Despite the fact that the public has been well aware of HIV, there are still a great many myths and misconceptions that are prescribed to. Among the reasons for this there are quite a large segment of the population of only understand the problem from the perspective of knowing the facts in a cursory manner.
Explaining these facts in a more detailed and clearer manner may help with the ability to gain a better understanding of the disease.
HIV Infection Explained
An HIV infection is the presence of the human immunodeficiency virus. This type of virus is categorized as a lentivirus. That means it replicates in a slow moving manner. Eventually, the virus will lead to the onset of AIDS, the acquired immunodeficiency syndrome.

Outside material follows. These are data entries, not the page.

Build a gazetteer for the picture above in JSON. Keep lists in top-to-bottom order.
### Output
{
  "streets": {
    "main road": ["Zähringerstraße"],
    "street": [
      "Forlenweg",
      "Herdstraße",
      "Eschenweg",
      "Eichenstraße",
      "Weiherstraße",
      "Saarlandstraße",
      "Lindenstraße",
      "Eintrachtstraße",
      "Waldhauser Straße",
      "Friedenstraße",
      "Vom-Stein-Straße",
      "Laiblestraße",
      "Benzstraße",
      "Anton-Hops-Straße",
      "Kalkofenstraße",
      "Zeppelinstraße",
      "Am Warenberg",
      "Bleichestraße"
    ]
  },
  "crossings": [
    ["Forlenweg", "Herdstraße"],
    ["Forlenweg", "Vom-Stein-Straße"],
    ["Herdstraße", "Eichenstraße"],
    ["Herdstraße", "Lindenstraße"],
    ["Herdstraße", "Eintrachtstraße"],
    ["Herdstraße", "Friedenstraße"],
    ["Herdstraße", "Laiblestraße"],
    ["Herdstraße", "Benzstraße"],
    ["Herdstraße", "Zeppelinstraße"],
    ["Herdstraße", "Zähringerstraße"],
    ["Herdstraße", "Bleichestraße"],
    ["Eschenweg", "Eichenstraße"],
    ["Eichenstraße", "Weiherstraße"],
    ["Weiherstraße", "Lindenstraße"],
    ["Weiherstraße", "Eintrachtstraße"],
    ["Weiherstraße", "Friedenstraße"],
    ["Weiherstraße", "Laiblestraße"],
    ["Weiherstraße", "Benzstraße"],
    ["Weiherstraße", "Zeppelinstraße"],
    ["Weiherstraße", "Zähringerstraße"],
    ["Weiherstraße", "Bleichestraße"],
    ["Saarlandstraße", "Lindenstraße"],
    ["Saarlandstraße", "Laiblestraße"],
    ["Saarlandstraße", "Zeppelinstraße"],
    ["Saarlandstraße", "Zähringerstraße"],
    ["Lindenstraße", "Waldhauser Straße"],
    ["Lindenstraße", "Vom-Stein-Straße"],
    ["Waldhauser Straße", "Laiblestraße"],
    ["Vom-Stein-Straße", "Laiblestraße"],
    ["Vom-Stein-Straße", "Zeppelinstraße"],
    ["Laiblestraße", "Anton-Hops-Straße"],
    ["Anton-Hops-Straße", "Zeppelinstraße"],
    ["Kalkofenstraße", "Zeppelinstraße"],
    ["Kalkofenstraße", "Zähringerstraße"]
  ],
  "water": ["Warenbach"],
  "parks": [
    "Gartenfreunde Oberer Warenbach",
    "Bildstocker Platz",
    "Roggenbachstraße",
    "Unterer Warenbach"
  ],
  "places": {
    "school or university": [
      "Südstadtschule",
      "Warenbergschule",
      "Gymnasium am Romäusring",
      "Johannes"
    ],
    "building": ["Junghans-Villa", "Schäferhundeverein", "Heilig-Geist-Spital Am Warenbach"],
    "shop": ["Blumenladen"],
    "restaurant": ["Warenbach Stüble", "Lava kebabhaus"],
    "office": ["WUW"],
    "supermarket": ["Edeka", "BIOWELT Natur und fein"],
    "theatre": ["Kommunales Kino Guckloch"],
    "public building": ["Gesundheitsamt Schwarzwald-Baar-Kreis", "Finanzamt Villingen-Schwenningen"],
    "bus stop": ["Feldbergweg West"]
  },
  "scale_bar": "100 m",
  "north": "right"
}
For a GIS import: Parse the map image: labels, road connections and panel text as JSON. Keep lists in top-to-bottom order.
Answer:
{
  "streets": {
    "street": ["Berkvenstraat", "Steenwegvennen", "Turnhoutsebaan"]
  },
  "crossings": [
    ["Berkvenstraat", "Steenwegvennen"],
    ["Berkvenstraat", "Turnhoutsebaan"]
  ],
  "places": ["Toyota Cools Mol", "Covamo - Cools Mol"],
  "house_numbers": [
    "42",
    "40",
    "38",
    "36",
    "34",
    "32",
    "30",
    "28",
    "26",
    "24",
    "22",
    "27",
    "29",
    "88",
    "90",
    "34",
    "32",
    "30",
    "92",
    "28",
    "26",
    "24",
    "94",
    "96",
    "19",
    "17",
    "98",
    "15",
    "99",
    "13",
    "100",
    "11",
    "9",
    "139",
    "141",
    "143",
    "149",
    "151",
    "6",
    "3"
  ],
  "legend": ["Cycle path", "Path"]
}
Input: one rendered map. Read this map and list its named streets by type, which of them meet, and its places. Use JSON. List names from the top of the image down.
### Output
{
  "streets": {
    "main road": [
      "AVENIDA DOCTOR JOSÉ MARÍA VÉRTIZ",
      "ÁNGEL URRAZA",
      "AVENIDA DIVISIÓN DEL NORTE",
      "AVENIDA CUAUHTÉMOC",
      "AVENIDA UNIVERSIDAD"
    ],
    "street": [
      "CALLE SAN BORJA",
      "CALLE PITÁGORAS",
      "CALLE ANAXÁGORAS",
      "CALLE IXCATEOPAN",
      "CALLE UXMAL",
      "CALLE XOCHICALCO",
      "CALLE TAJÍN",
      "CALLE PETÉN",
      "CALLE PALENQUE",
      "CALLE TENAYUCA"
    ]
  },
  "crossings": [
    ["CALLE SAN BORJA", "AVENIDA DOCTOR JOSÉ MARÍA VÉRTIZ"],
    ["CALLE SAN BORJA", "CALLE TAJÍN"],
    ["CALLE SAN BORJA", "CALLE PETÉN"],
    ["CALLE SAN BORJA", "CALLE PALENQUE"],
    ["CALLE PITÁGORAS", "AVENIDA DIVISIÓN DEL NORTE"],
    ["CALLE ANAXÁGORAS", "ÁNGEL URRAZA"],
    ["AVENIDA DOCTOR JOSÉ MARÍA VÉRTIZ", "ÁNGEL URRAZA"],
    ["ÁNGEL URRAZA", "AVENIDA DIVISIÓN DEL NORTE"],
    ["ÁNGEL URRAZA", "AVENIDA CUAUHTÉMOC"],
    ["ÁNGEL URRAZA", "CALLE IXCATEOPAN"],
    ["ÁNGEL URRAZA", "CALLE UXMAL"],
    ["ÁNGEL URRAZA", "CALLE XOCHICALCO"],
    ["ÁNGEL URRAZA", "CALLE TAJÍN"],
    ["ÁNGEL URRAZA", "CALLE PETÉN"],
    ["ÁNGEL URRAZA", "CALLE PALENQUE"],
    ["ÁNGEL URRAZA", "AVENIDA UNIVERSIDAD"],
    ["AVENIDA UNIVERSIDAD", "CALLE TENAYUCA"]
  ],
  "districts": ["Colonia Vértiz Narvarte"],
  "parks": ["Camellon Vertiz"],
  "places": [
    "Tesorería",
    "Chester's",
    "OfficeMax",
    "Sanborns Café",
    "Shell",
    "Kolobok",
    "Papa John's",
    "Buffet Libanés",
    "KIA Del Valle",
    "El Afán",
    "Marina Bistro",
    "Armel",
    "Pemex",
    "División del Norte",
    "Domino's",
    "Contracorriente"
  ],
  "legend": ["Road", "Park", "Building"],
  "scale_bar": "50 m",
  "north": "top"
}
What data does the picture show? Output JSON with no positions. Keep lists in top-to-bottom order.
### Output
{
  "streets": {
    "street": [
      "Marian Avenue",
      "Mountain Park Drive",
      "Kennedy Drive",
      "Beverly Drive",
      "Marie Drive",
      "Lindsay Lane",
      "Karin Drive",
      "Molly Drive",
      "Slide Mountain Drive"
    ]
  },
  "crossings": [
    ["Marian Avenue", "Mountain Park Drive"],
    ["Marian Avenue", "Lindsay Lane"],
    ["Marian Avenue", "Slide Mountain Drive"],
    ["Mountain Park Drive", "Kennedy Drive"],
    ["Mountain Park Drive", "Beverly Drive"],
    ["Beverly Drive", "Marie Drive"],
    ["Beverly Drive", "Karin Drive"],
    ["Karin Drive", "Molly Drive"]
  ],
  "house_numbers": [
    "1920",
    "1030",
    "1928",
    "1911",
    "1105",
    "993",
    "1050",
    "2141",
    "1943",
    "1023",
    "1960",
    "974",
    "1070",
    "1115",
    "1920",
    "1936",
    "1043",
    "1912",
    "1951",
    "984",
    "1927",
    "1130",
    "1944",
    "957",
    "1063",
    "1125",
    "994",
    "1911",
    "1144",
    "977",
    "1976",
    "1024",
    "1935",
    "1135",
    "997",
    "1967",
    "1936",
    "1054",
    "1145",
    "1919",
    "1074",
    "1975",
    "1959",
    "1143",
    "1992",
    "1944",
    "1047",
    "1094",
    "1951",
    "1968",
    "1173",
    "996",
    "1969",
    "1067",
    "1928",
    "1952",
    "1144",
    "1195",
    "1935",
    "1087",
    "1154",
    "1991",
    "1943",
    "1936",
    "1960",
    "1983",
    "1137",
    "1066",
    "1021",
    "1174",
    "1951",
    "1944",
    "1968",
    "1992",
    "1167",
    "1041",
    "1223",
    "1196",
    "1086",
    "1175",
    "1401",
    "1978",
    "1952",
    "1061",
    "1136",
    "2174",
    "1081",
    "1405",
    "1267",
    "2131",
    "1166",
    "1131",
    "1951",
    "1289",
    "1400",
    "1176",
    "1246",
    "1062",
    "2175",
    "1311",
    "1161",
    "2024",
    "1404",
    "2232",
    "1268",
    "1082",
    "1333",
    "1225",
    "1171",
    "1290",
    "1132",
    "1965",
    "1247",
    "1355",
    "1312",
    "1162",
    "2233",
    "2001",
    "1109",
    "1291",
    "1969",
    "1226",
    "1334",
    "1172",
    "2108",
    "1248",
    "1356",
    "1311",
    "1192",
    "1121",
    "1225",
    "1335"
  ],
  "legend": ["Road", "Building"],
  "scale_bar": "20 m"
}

As AIDS progresses, the ability for the body to fight off infections eventually becomes impossible. As grim as it sounds, the truth is AIDS is a fatal disease as these common infections will eventually lead to the death of the person suffering from it.
A Blood Born Infection
While HIV is a virus, it is not a virus as most people commonly understand the term. Specifically, most will think of a virus from the perspective of the flu which is an air born virus. HIV begins to die as soon as it is exposed to air.
In order for it to survive and infect someone else, there must be a blood to blood transfer. This can be done via unprotected sex, sharing IV needles or from mother to child in birth. At one time, blood transfusions presented a very high risk.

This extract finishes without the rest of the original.